Stored data:
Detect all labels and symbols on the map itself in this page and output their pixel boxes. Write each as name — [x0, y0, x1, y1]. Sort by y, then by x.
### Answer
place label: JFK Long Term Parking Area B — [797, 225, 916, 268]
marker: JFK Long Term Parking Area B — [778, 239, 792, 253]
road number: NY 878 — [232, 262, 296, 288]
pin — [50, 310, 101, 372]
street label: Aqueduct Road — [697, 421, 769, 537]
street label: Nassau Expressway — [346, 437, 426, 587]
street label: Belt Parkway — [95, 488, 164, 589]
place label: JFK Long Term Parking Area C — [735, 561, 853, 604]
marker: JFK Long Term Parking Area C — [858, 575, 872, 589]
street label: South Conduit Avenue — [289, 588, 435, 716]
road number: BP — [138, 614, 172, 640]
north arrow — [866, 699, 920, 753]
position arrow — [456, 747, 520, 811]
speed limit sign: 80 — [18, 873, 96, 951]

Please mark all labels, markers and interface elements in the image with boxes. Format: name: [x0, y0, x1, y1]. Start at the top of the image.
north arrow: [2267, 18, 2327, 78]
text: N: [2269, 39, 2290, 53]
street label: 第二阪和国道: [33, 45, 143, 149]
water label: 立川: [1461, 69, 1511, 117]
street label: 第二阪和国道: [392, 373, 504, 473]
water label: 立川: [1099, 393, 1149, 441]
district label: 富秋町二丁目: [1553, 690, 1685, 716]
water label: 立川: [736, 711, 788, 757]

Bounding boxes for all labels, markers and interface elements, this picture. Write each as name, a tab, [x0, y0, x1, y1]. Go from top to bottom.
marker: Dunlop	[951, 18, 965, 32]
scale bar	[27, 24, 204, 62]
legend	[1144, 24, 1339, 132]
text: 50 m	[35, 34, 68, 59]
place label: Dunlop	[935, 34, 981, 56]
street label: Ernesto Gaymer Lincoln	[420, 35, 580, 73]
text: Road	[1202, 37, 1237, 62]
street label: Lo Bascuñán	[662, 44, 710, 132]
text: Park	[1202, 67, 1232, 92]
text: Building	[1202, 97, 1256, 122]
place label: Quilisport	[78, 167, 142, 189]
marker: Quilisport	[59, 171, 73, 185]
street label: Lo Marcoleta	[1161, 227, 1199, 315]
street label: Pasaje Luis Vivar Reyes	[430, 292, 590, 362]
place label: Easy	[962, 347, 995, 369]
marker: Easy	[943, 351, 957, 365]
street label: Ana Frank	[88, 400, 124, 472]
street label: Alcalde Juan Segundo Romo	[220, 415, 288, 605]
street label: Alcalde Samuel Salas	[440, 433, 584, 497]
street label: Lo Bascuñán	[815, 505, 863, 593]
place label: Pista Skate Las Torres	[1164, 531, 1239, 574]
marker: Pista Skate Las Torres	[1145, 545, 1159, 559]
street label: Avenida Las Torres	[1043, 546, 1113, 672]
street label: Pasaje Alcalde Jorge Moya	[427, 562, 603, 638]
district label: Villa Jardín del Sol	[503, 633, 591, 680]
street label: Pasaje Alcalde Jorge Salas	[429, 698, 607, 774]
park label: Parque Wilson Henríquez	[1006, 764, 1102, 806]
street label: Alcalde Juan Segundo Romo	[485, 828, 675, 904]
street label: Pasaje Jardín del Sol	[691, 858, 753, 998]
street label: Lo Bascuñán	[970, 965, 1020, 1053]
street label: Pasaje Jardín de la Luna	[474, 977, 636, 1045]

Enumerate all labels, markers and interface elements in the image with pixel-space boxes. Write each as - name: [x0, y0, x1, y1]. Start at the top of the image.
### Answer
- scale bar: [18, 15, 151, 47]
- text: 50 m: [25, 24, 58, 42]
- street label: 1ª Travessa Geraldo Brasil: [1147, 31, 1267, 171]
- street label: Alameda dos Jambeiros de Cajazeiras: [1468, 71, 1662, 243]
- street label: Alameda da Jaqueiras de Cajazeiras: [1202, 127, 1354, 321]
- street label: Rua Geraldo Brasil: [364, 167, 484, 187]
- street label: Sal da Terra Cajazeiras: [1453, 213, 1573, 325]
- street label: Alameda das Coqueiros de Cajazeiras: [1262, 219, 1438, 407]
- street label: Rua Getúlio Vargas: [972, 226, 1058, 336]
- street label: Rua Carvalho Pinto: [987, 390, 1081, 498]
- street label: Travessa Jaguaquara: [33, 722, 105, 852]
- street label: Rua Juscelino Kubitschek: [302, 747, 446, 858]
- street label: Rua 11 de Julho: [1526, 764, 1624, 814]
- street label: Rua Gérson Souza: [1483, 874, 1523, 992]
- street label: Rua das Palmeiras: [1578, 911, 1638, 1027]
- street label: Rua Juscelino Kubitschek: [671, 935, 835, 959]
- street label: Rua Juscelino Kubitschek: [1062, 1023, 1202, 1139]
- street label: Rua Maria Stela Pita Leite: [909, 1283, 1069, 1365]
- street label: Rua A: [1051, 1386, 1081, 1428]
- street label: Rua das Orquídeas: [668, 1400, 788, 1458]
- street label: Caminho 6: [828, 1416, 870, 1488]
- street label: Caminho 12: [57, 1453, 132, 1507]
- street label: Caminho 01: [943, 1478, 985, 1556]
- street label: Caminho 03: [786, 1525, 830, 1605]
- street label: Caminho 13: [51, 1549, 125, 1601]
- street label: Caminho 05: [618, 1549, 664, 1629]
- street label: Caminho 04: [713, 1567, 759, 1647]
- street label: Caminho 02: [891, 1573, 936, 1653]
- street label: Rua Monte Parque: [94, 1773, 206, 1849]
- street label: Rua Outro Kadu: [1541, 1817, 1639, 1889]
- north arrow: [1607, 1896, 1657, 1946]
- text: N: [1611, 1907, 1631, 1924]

◆ **What you should do**
Once the records are read, print each of them exactly as written.

◆ **Completed exercise**
Detect all labels and symbols on the map itself in this page and output their pixel boxes. Write each as name — [x0, y0, x1, y1]. Sort by y, then by x.
### Answer
place label: JFK Long Term Parking Area B — [797, 225, 916, 268]
marker: JFK Long Term Parking Area B — [778, 239, 792, 253]
road number: NY 878 — [232, 262, 296, 288]
pin — [50, 310, 101, 372]
street label: Aqueduct Road — [697, 421, 769, 537]
street label: Nassau Expressway — [346, 437, 426, 587]
street label: Belt Parkway — [95, 488, 164, 589]
place label: JFK Long Term Parking Area C — [735, 561, 853, 604]
marker: JFK Long Term Parking Area C — [858, 575, 872, 589]
street label: South Conduit Avenue — [289, 588, 435, 716]
road number: BP — [138, 614, 172, 640]
north arrow — [866, 699, 920, 753]
position arrow — [456, 747, 520, 811]
speed limit sign: 80 — [18, 873, 96, 951]

Please mark all labels, markers and interface elements in the image with boxes. Format: name: [x0, y0, x1, y1]. Start at the top of the image.
north arrow: [2267, 18, 2327, 78]
text: N: [2269, 39, 2290, 53]
street label: 第二阪和国道: [33, 45, 143, 149]
water label: 立川: [1461, 69, 1511, 117]
street label: 第二阪和国道: [392, 373, 504, 473]
water label: 立川: [1099, 393, 1149, 441]
district label: 富秋町二丁目: [1553, 690, 1685, 716]
water label: 立川: [736, 711, 788, 757]

Bounding boxes for all labels, markers and interface elements, this picture. Write each as name, a tab, [x0, y0, x1, y1]. Go from top to bottom.
marker: Dunlop	[951, 18, 965, 32]
scale bar	[27, 24, 204, 62]
legend	[1144, 24, 1339, 132]
text: 50 m	[35, 34, 68, 59]
place label: Dunlop	[935, 34, 981, 56]
street label: Ernesto Gaymer Lincoln	[420, 35, 580, 73]
text: Road	[1202, 37, 1237, 62]
street label: Lo Bascuñán	[662, 44, 710, 132]
text: Park	[1202, 67, 1232, 92]
text: Building	[1202, 97, 1256, 122]
place label: Quilisport	[78, 167, 142, 189]
marker: Quilisport	[59, 171, 73, 185]
street label: Lo Marcoleta	[1161, 227, 1199, 315]
street label: Pasaje Luis Vivar Reyes	[430, 292, 590, 362]
place label: Easy	[962, 347, 995, 369]
marker: Easy	[943, 351, 957, 365]
street label: Ana Frank	[88, 400, 124, 472]
street label: Alcalde Juan Segundo Romo	[220, 415, 288, 605]
street label: Alcalde Samuel Salas	[440, 433, 584, 497]
street label: Lo Bascuñán	[815, 505, 863, 593]
place label: Pista Skate Las Torres	[1164, 531, 1239, 574]
marker: Pista Skate Las Torres	[1145, 545, 1159, 559]
street label: Avenida Las Torres	[1043, 546, 1113, 672]
street label: Pasaje Alcalde Jorge Moya	[427, 562, 603, 638]
district label: Villa Jardín del Sol	[503, 633, 591, 680]
street label: Pasaje Alcalde Jorge Salas	[429, 698, 607, 774]
park label: Parque Wilson Henríquez	[1006, 764, 1102, 806]
street label: Alcalde Juan Segundo Romo	[485, 828, 675, 904]
street label: Pasaje Jardín del Sol	[691, 858, 753, 998]
street label: Lo Bascuñán	[970, 965, 1020, 1053]
street label: Pasaje Jardín de la Luna	[474, 977, 636, 1045]

Enumerate all labels, markers and interface elements in the image with pixel-space boxes. Write each as - name: [x0, y0, x1, y1]. Start at the top of the image.
### Answer
- scale bar: [18, 15, 151, 47]
- text: 50 m: [25, 24, 58, 42]
- street label: 1ª Travessa Geraldo Brasil: [1147, 31, 1267, 171]
- street label: Alameda dos Jambeiros de Cajazeiras: [1468, 71, 1662, 243]
- street label: Alameda da Jaqueiras de Cajazeiras: [1202, 127, 1354, 321]
- street label: Rua Geraldo Brasil: [364, 167, 484, 187]
- street label: Sal da Terra Cajazeiras: [1453, 213, 1573, 325]
- street label: Alameda das Coqueiros de Cajazeiras: [1262, 219, 1438, 407]
- street label: Rua Getúlio Vargas: [972, 226, 1058, 336]
- street label: Rua Carvalho Pinto: [987, 390, 1081, 498]
- street label: Travessa Jaguaquara: [33, 722, 105, 852]
- street label: Rua Juscelino Kubitschek: [302, 747, 446, 858]
- street label: Rua 11 de Julho: [1526, 764, 1624, 814]
- street label: Rua Gérson Souza: [1483, 874, 1523, 992]
- street label: Rua das Palmeiras: [1578, 911, 1638, 1027]
- street label: Rua Juscelino Kubitschek: [671, 935, 835, 959]
- street label: Rua Juscelino Kubitschek: [1062, 1023, 1202, 1139]
- street label: Rua Maria Stela Pita Leite: [909, 1283, 1069, 1365]
- street label: Rua A: [1051, 1386, 1081, 1428]
- street label: Rua das Orquídeas: [668, 1400, 788, 1458]
- street label: Caminho 6: [828, 1416, 870, 1488]
- street label: Caminho 12: [57, 1453, 132, 1507]
- street label: Caminho 01: [943, 1478, 985, 1556]
- street label: Caminho 03: [786, 1525, 830, 1605]
- street label: Caminho 13: [51, 1549, 125, 1601]
- street label: Caminho 05: [618, 1549, 664, 1629]
- street label: Caminho 04: [713, 1567, 759, 1647]
- street label: Caminho 02: [891, 1573, 936, 1653]
- street label: Rua Monte Parque: [94, 1773, 206, 1849]
- street label: Rua Outro Kadu: [1541, 1817, 1639, 1889]
- north arrow: [1607, 1896, 1657, 1946]
- text: N: [1611, 1907, 1631, 1924]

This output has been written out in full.